A matrix structure is yet another type of organizational structure, which overlays two organizational forms in order to leverage the benefits of both. Some global corporations adopt a matrix structure that combines geographical with product divisions, allowing the company to exploit global economies of scale while better serving local needs. Instead of combining two divisional structures, some matrix structures overlap a functional structure with project teams. Employees are assigned to a cross-functional project team, but they also belong to a permanent functional unit (e.g. sales, marketing) to which they return when a project is completed.

Some specialists, such as Lowell Bryan and Claudia Joyce of McKinsey’s New York office, argue that vertical hierarchical structures force professionals (whom they define as innovators of new business ideas who make big companies competitive) ‘to search across poorly connected organisational silos to find knowledge and collaborators’, while matrix structures often burden them with two bosses. They propose a new organisational model that includes discarding vertical structures by establishing one dominant axis of management – product, functional, geographic or some other – and streamlining the matrix approach that often muddles decision-making authority.
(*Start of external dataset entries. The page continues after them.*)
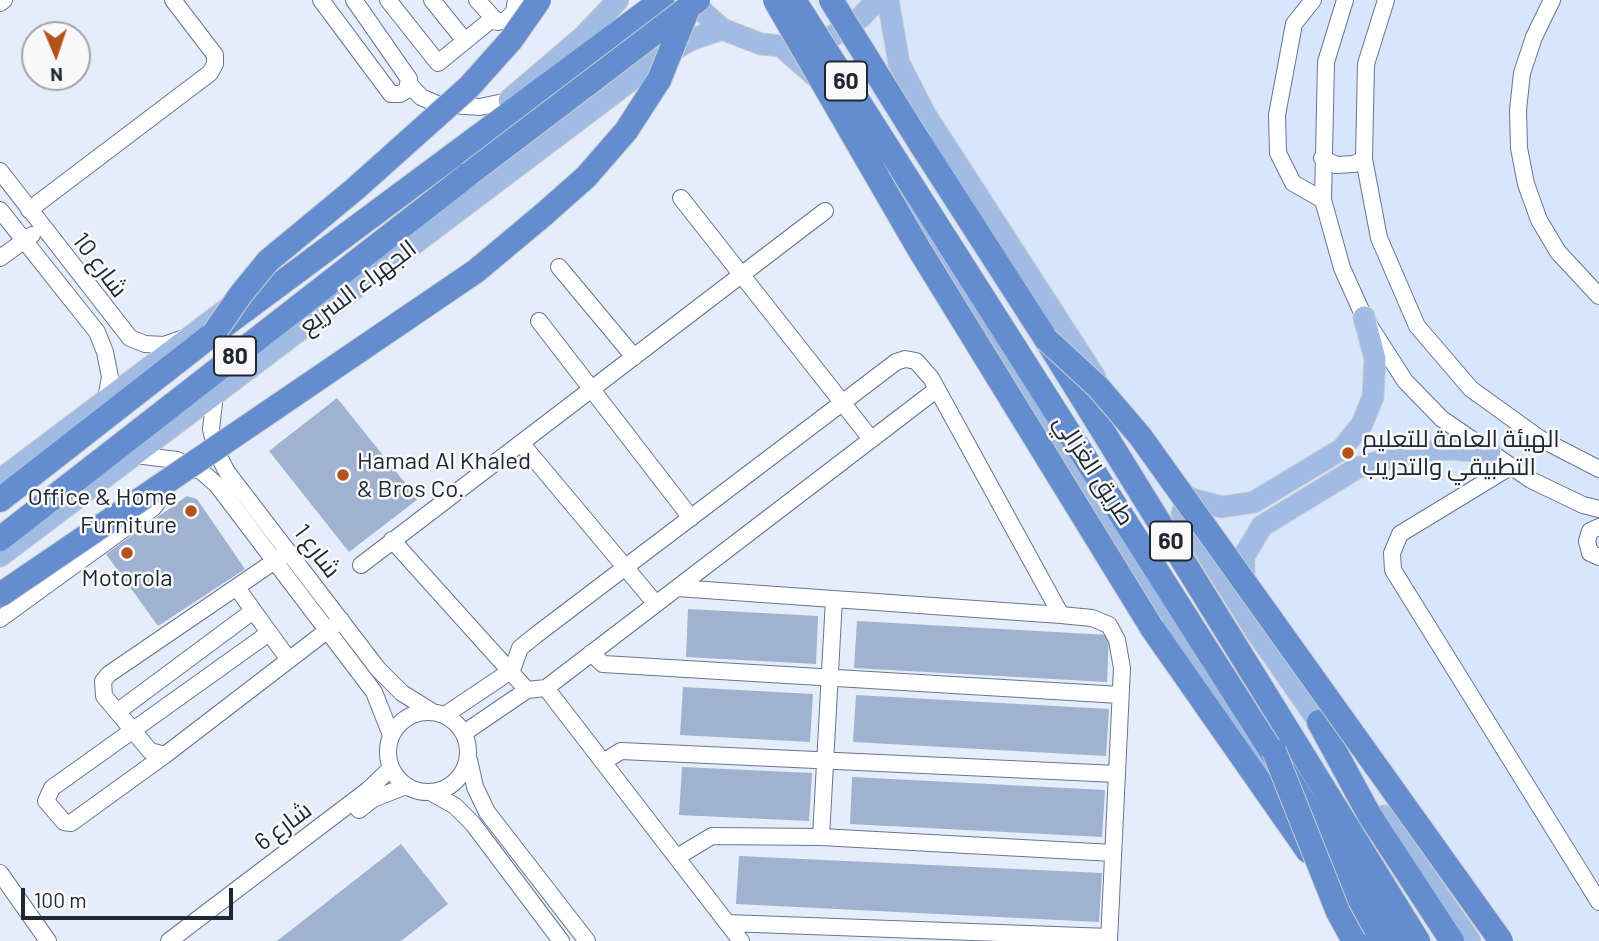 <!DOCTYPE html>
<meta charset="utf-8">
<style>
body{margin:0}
#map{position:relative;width:1599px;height:941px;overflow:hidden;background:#e5edfa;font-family:Barlow,sans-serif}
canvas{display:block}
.north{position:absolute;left:21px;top:21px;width:70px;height:70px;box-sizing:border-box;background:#f9f9f9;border:2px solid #a2a5aa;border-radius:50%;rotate:178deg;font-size:19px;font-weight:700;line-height:28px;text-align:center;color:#202733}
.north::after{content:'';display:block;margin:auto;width:24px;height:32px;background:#b55219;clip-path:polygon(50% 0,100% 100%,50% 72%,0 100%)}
.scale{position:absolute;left:21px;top:888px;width:212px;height:32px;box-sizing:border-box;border:4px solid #202733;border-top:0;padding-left:9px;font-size:21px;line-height:24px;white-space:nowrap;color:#202733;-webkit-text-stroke:5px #f9f9f9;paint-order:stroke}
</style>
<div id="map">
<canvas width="1599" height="941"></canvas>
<div class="north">N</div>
<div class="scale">100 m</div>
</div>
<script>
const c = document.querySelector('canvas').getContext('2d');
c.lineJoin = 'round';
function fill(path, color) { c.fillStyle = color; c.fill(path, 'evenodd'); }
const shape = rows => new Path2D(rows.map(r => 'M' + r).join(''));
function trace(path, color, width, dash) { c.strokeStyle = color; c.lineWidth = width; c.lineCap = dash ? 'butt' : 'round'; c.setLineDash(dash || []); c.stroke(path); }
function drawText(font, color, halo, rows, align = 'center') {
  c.font = font + ' Barlow,Cairo,sans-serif'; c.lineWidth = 5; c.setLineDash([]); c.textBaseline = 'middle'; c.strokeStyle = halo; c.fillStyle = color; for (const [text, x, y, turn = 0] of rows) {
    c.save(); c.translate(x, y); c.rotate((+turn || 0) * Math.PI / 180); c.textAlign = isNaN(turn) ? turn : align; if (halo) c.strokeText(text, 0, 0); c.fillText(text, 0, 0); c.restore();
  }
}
fill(shape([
 [811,0,1599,0,1599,941,1404,941,1292,757]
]), '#d8e6fd');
fill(shape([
 [337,398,418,499,349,552,269,451],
 [187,496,197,499,245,569,158,626,106,554],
 [688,609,818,616,816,664,686,657],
 [857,621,1109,635,1107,682,854,668],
 [683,687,813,694,810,742,680,735],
 [856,695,1109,709,1106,756,853,742],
 [682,767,812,773,809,821,679,815],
 [852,777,1105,790,1102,837,850,824],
 [401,844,448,904,401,941,277,941],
 [739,856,1102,873,1099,922,736,904]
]), '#9fb2d0');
const minor = shape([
 [321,0,391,94,400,94,407,90,409,79,354,0],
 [388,0,438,63,492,19],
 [432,0,465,41],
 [477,0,497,22,506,20,514,12,516,0],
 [1313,0,1294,24,1277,115,1278,153,1293,183,1323,200],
 [1345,0,1326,62,1323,200,1342,268,1364,317,1405,381,1442,419,1531,480,1583,505,1599,509],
 [1386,0,1366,64,1364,159,1379,238,1417,326,1471,389,1539,438,1599,469],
 [1552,0,1534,37,1522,73,1518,110,1519,148,1526,184,1539,220,1558,252,1599,296],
 [0,3,4,0],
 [410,85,421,97,437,104,480,107,508,101],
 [1322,158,1336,165,1354,164,1364,159],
 [0,171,130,338,145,344,164,345,181,339],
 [681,198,871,439],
 [0,210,97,332,105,352,110,377,106,399],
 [29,210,210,73,215,64,215,55,173,0],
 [0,258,32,235],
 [559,267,634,357],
 [539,321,691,518],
 [215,394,211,429,216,451,227,472,378,669,402,693,431,711],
 [521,443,656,604],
 [135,455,177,460,202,472,217,485,374,692,391,735],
 [1510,467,1400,534,1392,553,1393,570,1599,902],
 [1599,527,1590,531,1587,541,1590,553,1599,557],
 [392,540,527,690],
 [288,552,109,674,103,681,104,696,150,751,165,755,341,620],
 [361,565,825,211],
 [237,588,289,660],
 [677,588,1061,615,1092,618,1109,625,1117,640,1122,668,1109,941],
 [0,619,153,508,165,492,168,482],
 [591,653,603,664,1120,695],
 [546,688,741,941],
 '388 752a40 40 0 1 1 80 0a40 40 0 1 1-80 0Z',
 [117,712,253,611],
 [445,715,512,670,520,648,536,635,896,362,905,359,916,361,931,378,1061,615],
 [464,733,527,690,546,688,936,390],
 [165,755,71,823,64,822,46,801,52,788,269,633],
 [469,760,475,787,487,812,587,941],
 [603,762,621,751,1117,774],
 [432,793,455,806,473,824,561,941],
 [359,810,373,799,406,786],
 [821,837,834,599],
 [677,857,712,836,821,837,1113,853],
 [0,873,48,941],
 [727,923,1109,937],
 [169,941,368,790,390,769]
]);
const major = shape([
 [690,0,722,29,761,44,781,46,807,44,831,37,861,17,877,0],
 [888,0,899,63,925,114,1095,377],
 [781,46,814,75],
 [509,100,584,36,618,0],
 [895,185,1267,773],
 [0,480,227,309],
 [1178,489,1191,499,1222,507,1254,502,1342,449,1362,424,1373,397,1375,359,1364,317],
 [1182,513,1255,630,1328,735],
 [0,556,659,59,690,40,722,29],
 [1244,588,1244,556,1262,526,1357,468,1405,454,1449,449,1490,452],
 [1384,816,1470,941]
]);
const highway = shape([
 [920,143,1046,339,1418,941],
 [897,162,1392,941],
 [543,215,586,177,626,131,659,80],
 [0,500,214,333,662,0],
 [0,539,469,174],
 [1152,628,1308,851],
 [1319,722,1370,816,1452,941],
 [1335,889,1372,941]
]);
trace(minor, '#647691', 18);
trace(major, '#c9cbce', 23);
trace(highway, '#c9cbce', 26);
trace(minor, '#fff', 16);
trace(major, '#a1bbe2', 21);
trace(highway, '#638dcf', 24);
const highwayBridge = shape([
 [775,0,919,249,1152,628],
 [794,0,897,162],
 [831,0,920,143],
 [659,80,689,6],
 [469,174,698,0],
 [214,333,241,294,268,261,355,189,469,87,511,40,539,0],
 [1046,339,1098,387,1140,436,1501,941],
 [0,595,476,271,543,215],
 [1274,751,1338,912,1354,941]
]);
trace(highwayBridge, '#c9cbce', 26, []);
trace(highwayBridge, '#638dcf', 24);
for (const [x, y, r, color] of [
 [1348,453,7,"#b55219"],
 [343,475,7,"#b55219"],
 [191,511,7,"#b55219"],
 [127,553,7,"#b55219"]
]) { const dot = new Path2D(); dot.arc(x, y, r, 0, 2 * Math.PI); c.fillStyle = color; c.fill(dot); trace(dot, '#f9f9f9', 2.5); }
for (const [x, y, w] of [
 [846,81,42],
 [235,356,42],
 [1171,541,42]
]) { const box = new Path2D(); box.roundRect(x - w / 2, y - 19.5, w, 39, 5); c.fillStyle = '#f9f9f9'; c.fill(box); trace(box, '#202733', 2); }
drawText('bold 23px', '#202733', null, [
 ["60",846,81],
 ["80",235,356],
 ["60",1171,541]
]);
drawText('24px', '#202733', '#f9f9f9', [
 ["شارع 10",100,265,53],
 ["الجهراء السريع",358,287,-37],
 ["طريق الغزالي",1094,470,57],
 ["شارع 1",317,551,53],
 ["شارع 6",283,826,-37]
]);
drawText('24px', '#202733', '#f9f9f9', [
 ["الهيئة العامة للتعليم",1362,439],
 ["التطبيقي والتدريب",1362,467],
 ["Hamad Al Khaled",357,461],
 ["& Bros Co.",357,489],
 ["Office & Home",177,497,"right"],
 ["Furniture",177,525,"right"],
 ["Motorola",127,578,"center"]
], 'left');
</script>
Most organizations look like this: In hierarchical organizations such as the one presented above, responsibility is passed down the line. At each stage in the chain, one person has a number of direct subordinates who are within their span of control. In tall hierarchical organizations with many levels of management, the number of layers decreases the span of control. In contrast to a tall organization, a flat hierarchical organization has only a few or just one layer of management. In the 20th century, as companies grew bigger, tall hierarchical organizations were popular because they could ensure control. However, with the rise of globalization and widespread use of technology, they began to downsize in the 1990s. This is where various consultancy companies entered the scene, cashing in millions of kunas, euros or pounds for advice on how to reorganize a company.